■ RECORDS:
------------------------

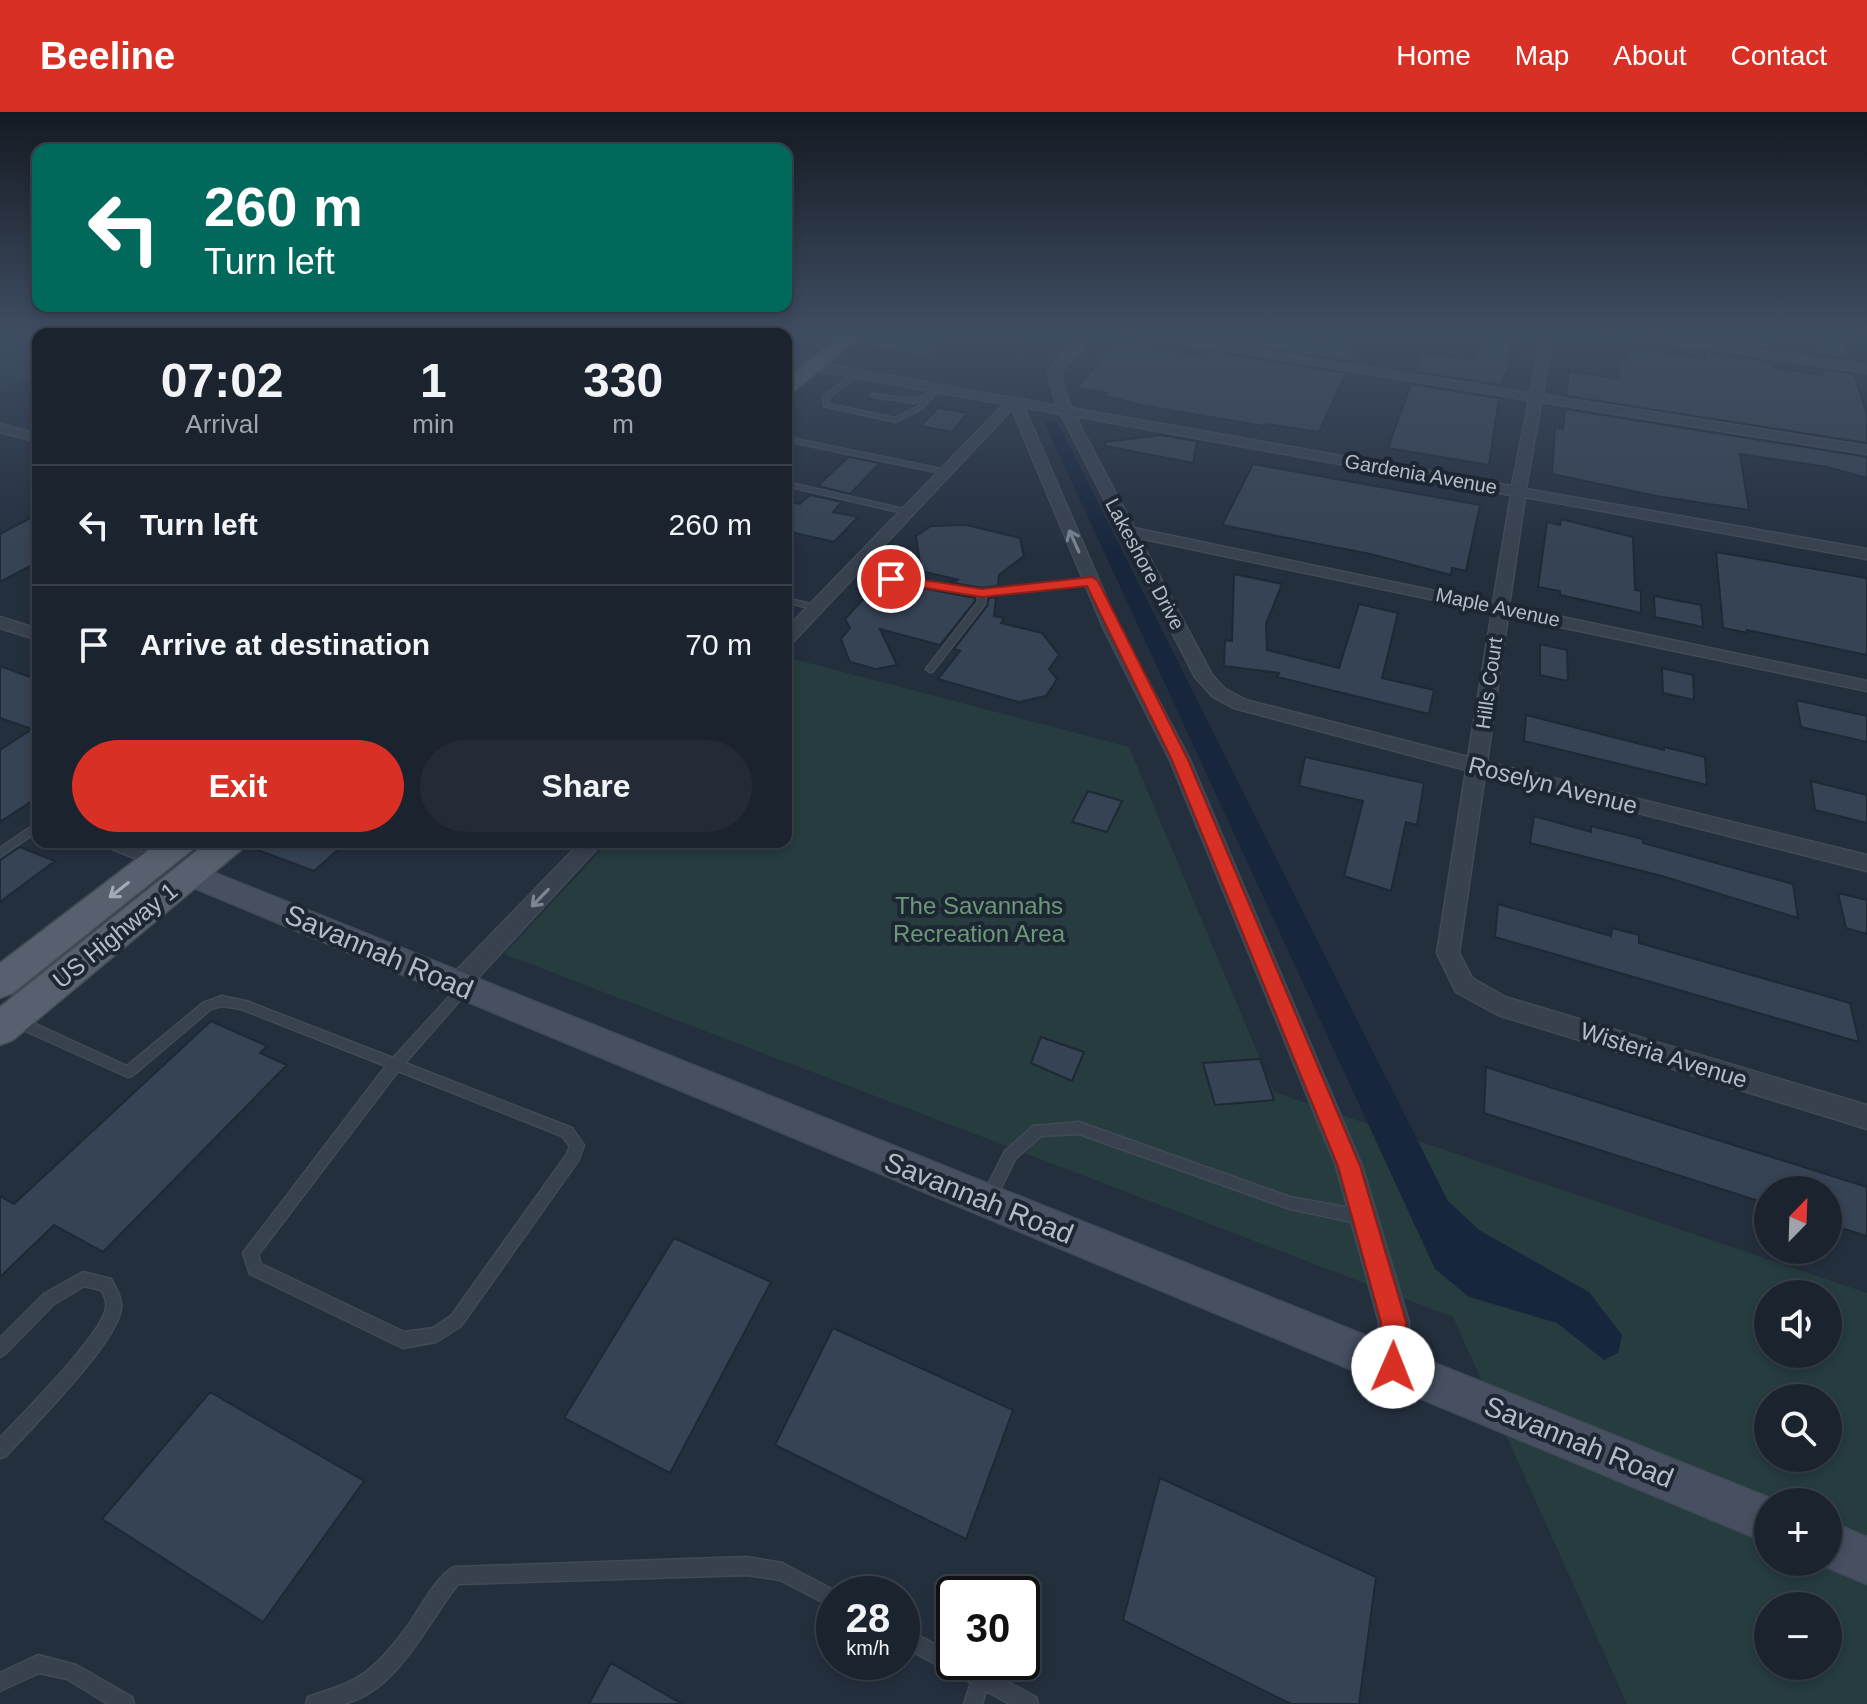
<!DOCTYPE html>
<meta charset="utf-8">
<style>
:root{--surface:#1b232e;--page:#242b36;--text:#f1f3f6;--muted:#a0a4aa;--line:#39404a;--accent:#d93025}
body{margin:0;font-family:Helvetica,sans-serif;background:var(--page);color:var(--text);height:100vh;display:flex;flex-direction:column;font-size:30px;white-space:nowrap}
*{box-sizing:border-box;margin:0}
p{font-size:26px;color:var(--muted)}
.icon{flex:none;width:44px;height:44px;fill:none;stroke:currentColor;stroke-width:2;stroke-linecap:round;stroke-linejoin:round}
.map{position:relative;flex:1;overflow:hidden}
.drawer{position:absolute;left:32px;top:216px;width:760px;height:520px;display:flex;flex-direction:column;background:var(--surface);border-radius:16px;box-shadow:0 4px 12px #0003,0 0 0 2px var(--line)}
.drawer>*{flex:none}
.guide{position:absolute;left:32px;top:32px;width:760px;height:168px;border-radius:16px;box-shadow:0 4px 12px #0003,0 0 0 2px var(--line);background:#00695c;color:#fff;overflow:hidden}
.needle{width:52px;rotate:23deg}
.tools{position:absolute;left:1754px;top:1064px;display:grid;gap:16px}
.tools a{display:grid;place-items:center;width:88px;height:88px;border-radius:50%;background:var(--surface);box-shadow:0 4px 12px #0003,0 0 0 2px var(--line);font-size:40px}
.speed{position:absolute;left:816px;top:1464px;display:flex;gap:16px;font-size:40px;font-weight:700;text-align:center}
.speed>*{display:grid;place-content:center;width:104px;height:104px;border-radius:50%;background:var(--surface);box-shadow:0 4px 12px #0003,0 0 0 2px var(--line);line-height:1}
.speed small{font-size:20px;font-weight:400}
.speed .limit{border:4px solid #111;border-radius:12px;background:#fff;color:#111}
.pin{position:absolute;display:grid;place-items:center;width:68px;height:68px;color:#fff;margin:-34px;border:4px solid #fff;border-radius:50%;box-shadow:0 2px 8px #0007}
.me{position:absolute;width:88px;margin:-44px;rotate:1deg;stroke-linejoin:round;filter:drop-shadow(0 0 6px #0008)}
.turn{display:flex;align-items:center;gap:28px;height:168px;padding:0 40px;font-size:36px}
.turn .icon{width:104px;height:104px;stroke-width:2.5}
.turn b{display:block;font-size:56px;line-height:68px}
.eta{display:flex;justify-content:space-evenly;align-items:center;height:136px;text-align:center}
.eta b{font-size:48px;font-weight:600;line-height:56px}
.cta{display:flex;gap:16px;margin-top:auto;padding:16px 40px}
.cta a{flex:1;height:92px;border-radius:48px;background:var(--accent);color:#fff;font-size:32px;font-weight:600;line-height:92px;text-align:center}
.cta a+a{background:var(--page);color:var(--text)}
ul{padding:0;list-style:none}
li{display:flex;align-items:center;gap:24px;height:120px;padding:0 40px;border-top:2px solid var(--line)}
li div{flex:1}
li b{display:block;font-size:30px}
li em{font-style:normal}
header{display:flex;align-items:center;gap:48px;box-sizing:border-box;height:112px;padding:0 40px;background:var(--accent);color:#fff}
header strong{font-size:38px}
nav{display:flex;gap:44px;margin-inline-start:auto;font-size:28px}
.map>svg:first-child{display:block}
</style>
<header>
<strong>Beeline</strong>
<nav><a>Home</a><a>Map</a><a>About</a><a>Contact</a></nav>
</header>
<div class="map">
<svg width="1867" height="1592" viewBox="0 0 1867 1592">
<rect width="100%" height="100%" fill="#242f3e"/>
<path fill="#263c3f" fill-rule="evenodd" d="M0,220H108L118,222H38V261L0,277Z
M786,545L1129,635L1274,980L1867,1181V1592H1627L1453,1205L504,842L609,730H786ZM1768,1182H1828V1242H1768ZM1768,1286H1828V1346H1768ZM1768,1390H1828V1450H1768ZM1768,1494H1828V1554H1768Z"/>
<path fill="#17263c" d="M1057,309L1448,1089L1479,1118L1589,1180L1622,1223L1618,1241L1604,1248L1557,1211L1469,1185L1435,1157L1044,310Z"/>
<path fill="#364354" stroke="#1f2835" stroke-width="2" d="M868,220H954L928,245L855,232Z
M1223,220H1282L1358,234L1351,250L1217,229Z
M1481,220H1512L1507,264L1504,263L1502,273L1415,260L1422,240L1474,248Z
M1700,220H1767L1770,237L1702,227Z
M1812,226L1843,230L1849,247L1817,243Z
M1114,230L1206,245L1210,239L1346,261L1319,320L1266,312L1264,314L1145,294L1105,284L1108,281L1077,276Z
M1627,235L1705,247L1704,239L1773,250L1774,256L1823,263L1821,257L1854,262L1867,302V331L1566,284L1569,259L1618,267L1619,247L1627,248Z
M1411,272L1499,286L1489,353L1388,336Z
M938,296L968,301L952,320L920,314Z
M1565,297L1867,345V366L1827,355L1740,342L1749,398L1656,384L1552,362L1555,316L1563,317Z
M1161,323L1197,329L1193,351L1105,334V330Z
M848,345L880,351L850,382L818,374Z
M1253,352L1480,393L1466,459L1452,456L1451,463L1370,442L1222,413Z
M810,383L842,390L833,400L858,405L834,430L786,419V389L800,392Z
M38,402V450L0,470V422Z
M1561,407L1633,425L1635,478L1641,479V501L1560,483V479L1538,475L1547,410L1560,413Z
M966,413L1020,426L1024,444L999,463L998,474L982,476L948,470L959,468L921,459L916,424L931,414Z
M1716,440L1867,466V543L1747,518L1748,521L1723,516Z
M1234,462L1282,472L1266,512L1267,538L1339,556L1359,492L1398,501L1382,566L1434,578L1429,602L1277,565L1279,561L1224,554L1225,528L1232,529Z
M917,475L975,486V489L940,533L880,517L897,553L876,557L850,550L841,527L850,516L845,507L866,484Z
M1654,484L1701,493L1703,515L1655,505Z
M996,485L994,504L1004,506L1001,511L1042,521L1059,543L1049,557L1057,567L1046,584L1019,590L938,567L960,539L954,537L987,494L989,486Z
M1540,532L1567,538L1568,569L1540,563Z
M0,554L38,568V685L0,710V638L32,617L0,606Z
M1662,556L1693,563L1694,588L1663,581Z
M1796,588L1867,604V630L1801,615Z
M1526,603L1664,638V635L1705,645L1707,673L1524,629Z
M1305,645L1424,671L1417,713L1406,710L1391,779L1344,764L1363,689L1299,674Z
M1811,669L1867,683V711L1815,698Z
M1088,679L1122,689L1107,720L1072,710Z
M1534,704L1591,720V714L1643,727V731L1793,772L1798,806L1662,764L1530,731Z
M249,730H347L314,759L247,734Z
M20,735L55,749L0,790V748Z
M1838,781L1867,788V822L1846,816Z
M1498,792L1611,824L1612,816L1639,823V831L1850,891L1859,930L1495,825Z
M211,909L267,934L260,941L287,953L103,1140L54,1113L0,1165V1084L14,1092Z
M1041,925L1084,940L1072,969L1031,951Z
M1260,947L1274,988L1215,993L1203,951Z
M1486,955L1867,1075V1124L1828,1112V1078H1768V1092L1484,1001Z
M674,1126L771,1170L670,1361L564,1306Z
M833,1216L1013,1298L966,1427L775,1333Z
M210,1280L364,1369L263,1510L102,1407Z
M1160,1366L1376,1465L1359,1592H1291L1123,1508Z
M611,1551L682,1592H589Z"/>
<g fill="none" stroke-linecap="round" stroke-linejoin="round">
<g stroke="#414a57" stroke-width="3">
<path id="lane" d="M356,220H363L360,222H352Z
M653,220H660L657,222H650Z
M712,220H720L725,222H716Z
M798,220H804L786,233V228Z
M855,261L860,262L828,286L829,292L895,306L919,294L923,288L914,291L874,285L871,283L872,282C895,282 917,295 935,275L940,276L923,296L896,310L824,294L823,284Z
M786,325L946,358L949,360L946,362L786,329Z
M786,370L908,398L912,400L908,402L786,374Z
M849,457L982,479L1092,467L1096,469L1092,471L986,483L985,492L933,559L930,560L926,557L978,490V483L852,461H849Z
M786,486L819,494L820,496L816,498L786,490Z
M38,710V719L0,745V736Z
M101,730H116L158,746L159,749L154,753L150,752L102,733Z
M464,871L468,873L470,876L468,879L405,951L572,1016L584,1033L578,1049L461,1214L436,1230L403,1236L250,1162L243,1141L386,954L241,897L222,894L211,897L132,964L128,965L12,913L10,909L12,905L16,904L20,905L127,954L203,891L222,884L246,889L393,946L460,873ZM398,959L562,1024L570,1034L567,1042L451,1204L433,1216L404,1220L261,1152L258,1143Z
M1079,1010L1290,1085L1362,1098L1367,1100L1369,1105L1367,1110L1362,1112L1290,1097L1079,1022L1041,1024L1015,1047L994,1090L989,1091L984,1090L982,1085L1005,1039L1033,1014Z
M83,1160L111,1167C116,1176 122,1186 121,1196C118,1230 31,1316 6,1344L0,1346V1326C21,1303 103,1222 106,1196C107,1189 105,1184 101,1178L84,1174L54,1192L5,1242L0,1245V1226L44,1182Z
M747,1445L782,1451L841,1482H834V1496L780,1468L747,1463L458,1472C427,1511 397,1580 343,1592C332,1592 318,1592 306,1592L308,1585C333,1576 356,1571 375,1552C388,1541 398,1527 408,1514C419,1498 437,1463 454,1455Z
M902,1515L954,1542V1550H969L1036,1585L1038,1592H1010L986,1579L982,1592H964L971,1571L902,1534Z
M38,1543L76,1553L132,1585L134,1592H108L67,1567L39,1561L0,1579V1561Z"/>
</g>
<g stroke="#414a57" stroke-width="3">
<path id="street" d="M136,220H156L158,222H138Z
M625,220H647L649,222H627Z
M1084,220H1096L1060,262L1071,296L1512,374L1529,288L1116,220H1142L1531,281L1542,220H1553L1543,283L1867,334V342L1541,290L1526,377L1867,437V447L1525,385L1509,494L1867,569V579L1508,504L1487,650L1867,743V759L1485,662L1459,841L1472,866L1505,885L1867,993V1017L1498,903L1456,880L1437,841L1466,658L1234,596L1213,585L1195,565L1061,302L1024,295L1119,515L1190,648L1362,1054L1409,1210L1408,1255L1404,1266L1393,1270L1382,1266L1378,1255L1379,1210L1336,1054L1170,648L1103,515L1012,297L792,531L786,532V517L1004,292L786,253V245L1057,294L1048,262L1055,249ZM1075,304L1511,383L1493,491L1134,416ZM1139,426L1492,500L1468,645L1246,588L1225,577L1212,563Z
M1599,220H1627L1867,253V261Z
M0,312L38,322V330L0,320Z
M0,505L38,517V528L0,516Z
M581,730H603L465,880L457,882L449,880L445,873L449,866Z"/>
</g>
<g stroke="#414a57" stroke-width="3">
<path id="secondary" d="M190,751L1780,1390H1768V1431L180,770L175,762L180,754Z
M1828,1409L1867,1425V1472L1815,1450H1828Z"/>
</g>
<g stroke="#414a57" stroke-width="3">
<path id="primary" d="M846,220H865L793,280L786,282V267Z
M159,730H197L192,738L13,881L0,886V851Z
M208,730H246L241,738L13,928L0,933V895Z"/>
</g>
<use href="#lane" fill="#38414e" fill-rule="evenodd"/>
<use href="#street" fill="#38414e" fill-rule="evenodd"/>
<use href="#secondary" fill="#465061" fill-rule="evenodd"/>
<use href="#primary" fill="#56606e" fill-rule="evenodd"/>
</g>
<defs><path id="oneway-shaft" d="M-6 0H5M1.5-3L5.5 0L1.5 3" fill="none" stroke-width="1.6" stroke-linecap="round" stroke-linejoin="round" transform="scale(2)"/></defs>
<g stroke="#7c8592">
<use href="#oneway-shaft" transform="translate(1074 429) rotate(-114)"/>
<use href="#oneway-shaft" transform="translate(540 786) rotate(134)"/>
</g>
<use stroke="#a1aab7" href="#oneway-shaft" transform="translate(119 778) rotate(142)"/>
<linearGradient id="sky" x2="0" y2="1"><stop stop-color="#141a22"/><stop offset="0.5" stop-color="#3f4d63"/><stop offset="1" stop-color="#3f4d63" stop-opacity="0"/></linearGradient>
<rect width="1867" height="443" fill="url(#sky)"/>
<path fill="#d93025" stroke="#8d1f18" stroke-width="2" d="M891,463L982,477L1092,465L1098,469L1188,648L1360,1054L1406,1210L1405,1255L1402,1264L1393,1267L1384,1264L1380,1255L1381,1210L1338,1054L1172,648L1087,474L982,485L887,470V465Z"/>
<g text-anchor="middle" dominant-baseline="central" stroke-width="8" stroke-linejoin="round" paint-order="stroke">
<g font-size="20" fill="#b4bcc9" stroke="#1d2633">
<text transform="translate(1421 362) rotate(10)">Gardenia Avenue</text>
<text transform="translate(1145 452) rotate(62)">Lakeshore Drive</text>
<text transform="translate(1498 495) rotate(12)">Maple Avenue</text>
<text transform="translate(1489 571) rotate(-82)">Hills Court</text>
</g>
<g font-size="24" fill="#b4bcc9" stroke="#1d2633">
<text transform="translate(1553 673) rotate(14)">Roselyn Avenue</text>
<text transform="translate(115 823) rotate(-39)">US Highway 1</text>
<text transform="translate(1664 943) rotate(17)">Wisteria Avenue</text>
</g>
<g font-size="24" fill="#6b9a76" stroke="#1d2633">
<text x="979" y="793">The Savannahs<tspan x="979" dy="28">Recreation Area</tspan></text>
</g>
<g font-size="28" fill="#b4bcc9" stroke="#1d2633">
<text transform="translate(379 840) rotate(23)">Savannah Road</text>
<text transform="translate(979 1086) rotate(22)">Savannah Road</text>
<text transform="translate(1579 1330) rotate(22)">Savannah Road</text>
</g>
</g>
</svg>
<div class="tools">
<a><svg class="needle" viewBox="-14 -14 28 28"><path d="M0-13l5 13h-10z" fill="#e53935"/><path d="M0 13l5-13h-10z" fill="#a0a4aa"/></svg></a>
<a><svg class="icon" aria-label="sound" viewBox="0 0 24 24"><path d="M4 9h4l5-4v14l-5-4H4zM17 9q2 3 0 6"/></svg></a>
<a><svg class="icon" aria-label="search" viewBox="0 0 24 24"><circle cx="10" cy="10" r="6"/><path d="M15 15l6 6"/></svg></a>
<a>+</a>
<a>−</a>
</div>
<div class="speed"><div>28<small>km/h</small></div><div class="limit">30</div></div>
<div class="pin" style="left:891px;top:467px;background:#d93025"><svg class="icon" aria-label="arrive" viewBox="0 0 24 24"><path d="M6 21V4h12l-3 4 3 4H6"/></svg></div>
<svg class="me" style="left:1393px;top:1255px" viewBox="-20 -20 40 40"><circle r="19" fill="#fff"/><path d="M0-13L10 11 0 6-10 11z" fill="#d93025"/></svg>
<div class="guide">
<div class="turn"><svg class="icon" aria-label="left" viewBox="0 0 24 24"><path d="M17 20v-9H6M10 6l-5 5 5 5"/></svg><div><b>260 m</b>Turn left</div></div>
</div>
<section class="drawer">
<div class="eta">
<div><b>07:02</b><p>Arrival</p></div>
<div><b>1</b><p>min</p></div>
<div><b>330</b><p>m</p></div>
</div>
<ul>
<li><svg class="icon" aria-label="left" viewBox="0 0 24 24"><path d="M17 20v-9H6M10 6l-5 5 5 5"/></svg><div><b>Turn left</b></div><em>260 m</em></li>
<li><svg class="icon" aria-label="arrive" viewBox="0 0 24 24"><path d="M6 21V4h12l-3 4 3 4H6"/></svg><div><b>Arrive at destination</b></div><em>70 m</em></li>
</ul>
<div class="cta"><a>Exit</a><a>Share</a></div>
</section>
</div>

------------------------

■ WHAT THE TASK ASKS: Only the lines containing "absolute" are needed; pull them out of the listing.

■ RESPONSE TO THE TASK:
.drawer{position:absolute;left:32px;top:216px;width:760px;height:520px;display:flex;flex-direction:column;background:var(--surface);border-radius:16px;box-shadow:0 4px 12px #0003,0 0 0 2px var(--line)}
.guide{position:absolute;left:32px;top:32px;width:760px;height:168px;border-radius:16px;box-shadow:0 4px 12px #0003,0 0 0 2px var(--line);background:#00695c;color:#fff;overflow:hidden}
.tools{position:absolute;left:1754px;top:1064px;display:grid;gap:16px}
.speed{position:absolute;left:816px;top:1464px;display:flex;gap:16px;font-size:40px;font-weight:700;text-align:center}
.pin{position:absolute;display:grid;place-items:center;width:68px;height:68px;color:#fff;margin:-34px;border:4px solid #fff;border-radius:50%;box-shadow:0 2px 8px #0007}
.me{position:absolute;width:88px;margin:-44px;rotate:1deg;stroke-linejoin:round;filter:drop-shadow(0 0 6px #0008)}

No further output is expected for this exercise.